Nedir Rockefeller tıp anlayışı?
– Sürekli tüketim ve beden üzerinden kontrol yaratmak… Kısaca, biyoiktidar! Bu kapitalizm, tıbba ve insan bedenine iyi gelmedi. Hastalıklar çok arttı. İnsanın hasta olma süreci çok uzun. Herkes hasta. 50 yaşını aşanlar, avuç avuç ilaç kullanıyor. İlaç, ilacı doğuruyor. Doktorlara diyorum ki “Kitabı okuyun. Şurada doğruların, şurada yanlışların var” deyin, üzerine konuşalım.
“1980’lerde ilaç ihtiyacının yüzde 80’ini yerli üretimle karşılayan Türkiye vardı. 2018’de Türkiye’de en çok ciro yapan ilk 100 ilacın 95’i ithal” diye yazıyorsunuz.

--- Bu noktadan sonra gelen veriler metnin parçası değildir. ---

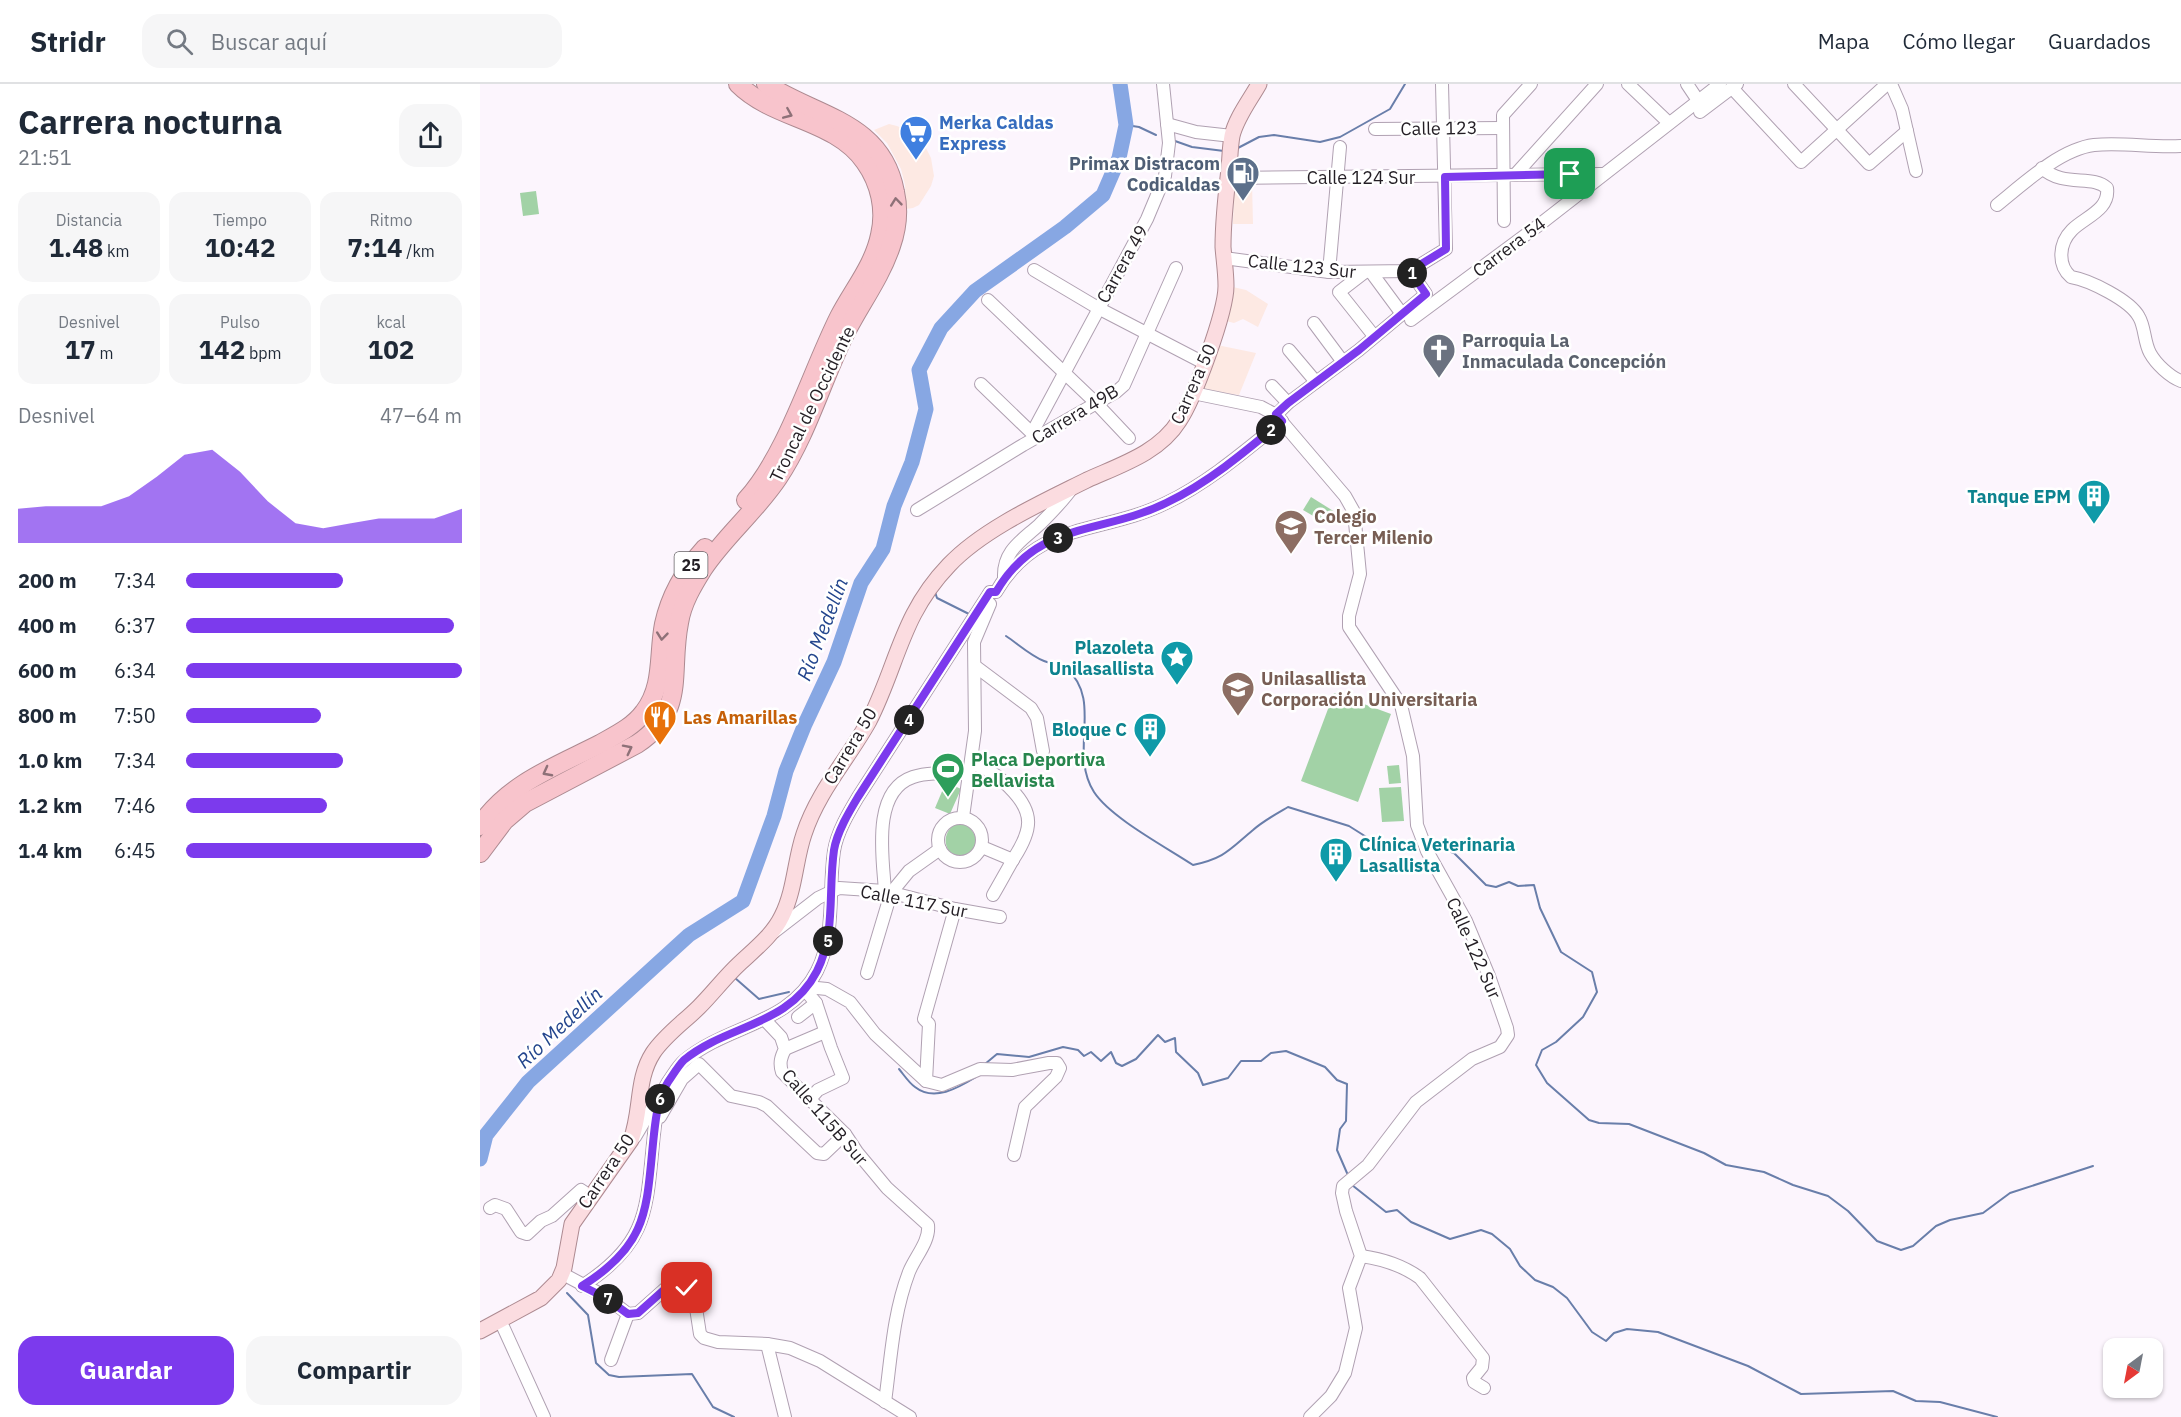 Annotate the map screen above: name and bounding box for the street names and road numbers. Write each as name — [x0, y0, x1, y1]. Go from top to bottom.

– Evet, kitapta yerli ilaç sektörünün nasıl yok edildiğini yazıyorum. ABD ve Batı, ekonomik durgunluğunu aşmak için sarıldığı neoliberalizm-patent gibi dayatmalarla Türkiye gibi büyük pazarları tamamen kendine nasıl bağladı? Meselenin politikası bilinmeden bu konular anlaşılmaz. Bize avuç avuç yutturulan ilaçların reklam şirketleri aracılığıyla nasıl ‘bilimsel moda’ yapıldığı anlaşılmaz. Sözüm ona halkın sağlığını koruduğunu söyleyen kurumların küresel ilaç şirketleriyle para ilişkilerini öğrenmek zorundasınız. Keza, yasayla ilaç şirketleri gölgesine sokulan üniversiteler ve araştırmalarının yanlılığının belgeleriyle yüzleşmek zorundasınız.
Modern tıbbın egemen olduğu şu son 150 yılda, söylediklerinizin tersine bir gelişme yaşanmadı mı? İnsan ömrünün uzamasında ya da bebek ölümlerinin azalmasında, çiçek, kızamık gibi salgınların bitmesinde modern tıbbın ve ilaçların olumlu bir etkisi olmadı mı yani?
– Bu da öğretilmiş bir ezber. En büyük yalan istatistiki yalan. Kim açıklıyor bunu? Rockefeller’ın kontrol ettiği Dünya Sağlık Örgütü. Parayı veren düdüğü çalıyor. İnsan ömrünü uzattık diyenler, insanı nasıl hastalıklara boğduklarını söylemiyor. Genç yaştan itibaren herkes hastalığa yakalanıyor ve ömrünü öyle tamamlıyor, sürüne sürüne ölüyorlar. Niye yok bunun istatistiki bilgisi?”